By Raffique Shah
August 22, 2022
A few weeks ago, my cousin Susheela forwarded to me an interesting piece of Internet trivia that was anything but trivial. The author had given that generations in recorded history had lived through the most exciting period, based on facts cited, that people now in their 60s and 70s, having been born in the 1940s, 1950s and 1960s, had enjoyed some of the most dramatic developments man has ever experienced.
For example, these generations lived through eight decades, two centuries and two millennia. Ordinarily, someone can live to her 90s or even surpass one hundred, but barely see nine decades, maybe straddle two centuries, but most unlikely—not for the next 900 years anyway—two millennia. We—yes, I was born in 1946—saw the millennium that started way back in the year 1001, when men had travelled no more than a few hundred miles on sea in vessels that probably depended on slaves or prisoners rowing them, and later introduced sails that were powered by the wind and currents in the oceans to take them to strange, foreign lands.
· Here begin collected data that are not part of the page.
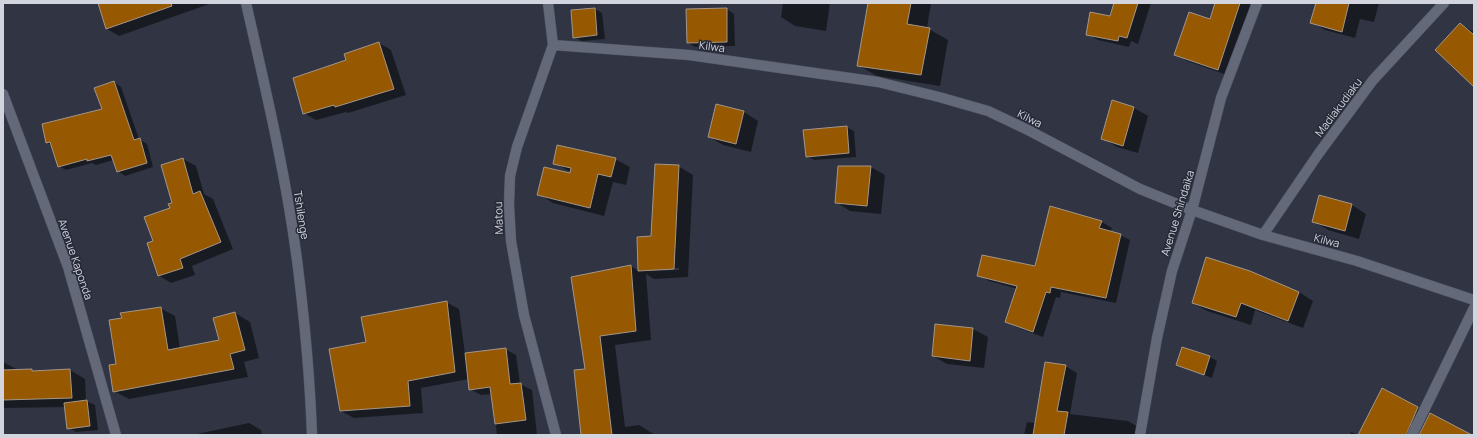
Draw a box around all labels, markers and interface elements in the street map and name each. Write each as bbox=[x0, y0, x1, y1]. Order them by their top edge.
street label: Kilwa bbox=[698, 37, 726, 55]
street label: Madiakudiaku bbox=[1311, 75, 1365, 139]
street label: Kilwa bbox=[1015, 105, 1045, 131]
street label: Avenue Shindaïka bbox=[1157, 168, 1197, 258]
street label: Tshilenge bbox=[291, 190, 313, 241]
street label: Matou bbox=[490, 201, 506, 235]
street label: Avenue Kaponda bbox=[55, 217, 97, 301]
street label: Kilwa bbox=[1313, 229, 1341, 251]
Columbus made his first foray westward across the Atlantic Ocean almost 500 years into that millennium.
Before the end of that second millennium, man had travelled to space in rockets and satellites, he had walked on the surface of the moon, virtually taken up residence in space. And we have lived to see multi-billionaire Elon Musk work feverishly to set up a passenger service to outer space.
In our lifetime, we have listened to news and music broadcast via big, cumbersome tube-radios, watched as early television evolved from black and white, grainy images emanating from cabinet-sized sets to sleek-and-small, full-colour digital receptors that are multi-functional. In our time, we have witnessed near-miracles of modern medicine, from life-saving organ transplants to cosmetic surgery that can alter our faces and other features such that our mothers or wives won’t recognise us.
Empires rose and empires fell. We engaged in two world wars. At the beginning of hostilities on each occasion, in 1914 and 1939, we were assured that that was the war to end all wars. Only it turned out to be lies by leaders who lived by lying to the uninformed people who believed them, and we got instead wars without end—cold war, guerilla war, proxy wars, wars that are waged by unseen hands unleashing death and destruction via missiles and sophisticated guiding systems that enable the leaders of the civilised world to sip coffee and nibble on sweets as they witness their handiwork, the blinding flash, the searing heat, the deafening blast that reduce the target zone to rubble, shred bodies to bite-size bits—the targeted Mullah evaporating, quite literally, along with his wife or wives, children, pets, the whole shebang.
And I sing to myself what a wonderful world…
I imagine I ought to be grateful to the powers that be who allowed me this much time on Earth to witness the bloody paradise they have created, blood everywhere. Oh, how can I miss out on my own, my native land celebrating its diamond jubilee? Sixty years of independence from Britain. Look, infidel, look at what you and your brethren and “sistren” have moulded out of this bountiful land, a country rich in resources—oil, natural gas, the only asphalt lake in the world, miles and miles of sugar cane, the finest cocoa beans, excellent weather, creative people and so much more.
We have reduced it to a wasteland whose natural resources have almost been exhausted, our network of roads resemble the surface of the moon, and our pampered progeny, we having structured society such that their expectations are that the State will take care of them from cradle to grave, they have expectations that we must fulfil, now we scream bloody murder when they acquire weapons of destruction and set about demanding with menaces their tonnes of flesh.
The bulk of the younger generations that we have inflicted (I can’t find a more appropriate word) on ourselves have wrecked the fatally-flawed education system we bequeathed them, and embraced trading in “scrap iron and old batteries” as a profession of choice, which, by fair or foul means, enriches many of them to the extent they look down with derision at their one-time companions in school who toiled over textbooks late into nights, and ended up in low-paying, often insecure jobs in the private and public sectors.
As we approach the “diamond anniversary” of this nation’s Independence, belatedly recognising that Britain wanted to get rid of us more than we wanted freedom from colonialism, whatever that process meant, let us not fool ourselves into believing we own and control anything, least of all our security.
Let’s be realistic. Allow the criminals, our real leaders, to fire a ten thousand-illegal-gun salute to mark the occasion. At least this way we face reality even if we don’t salvage pride.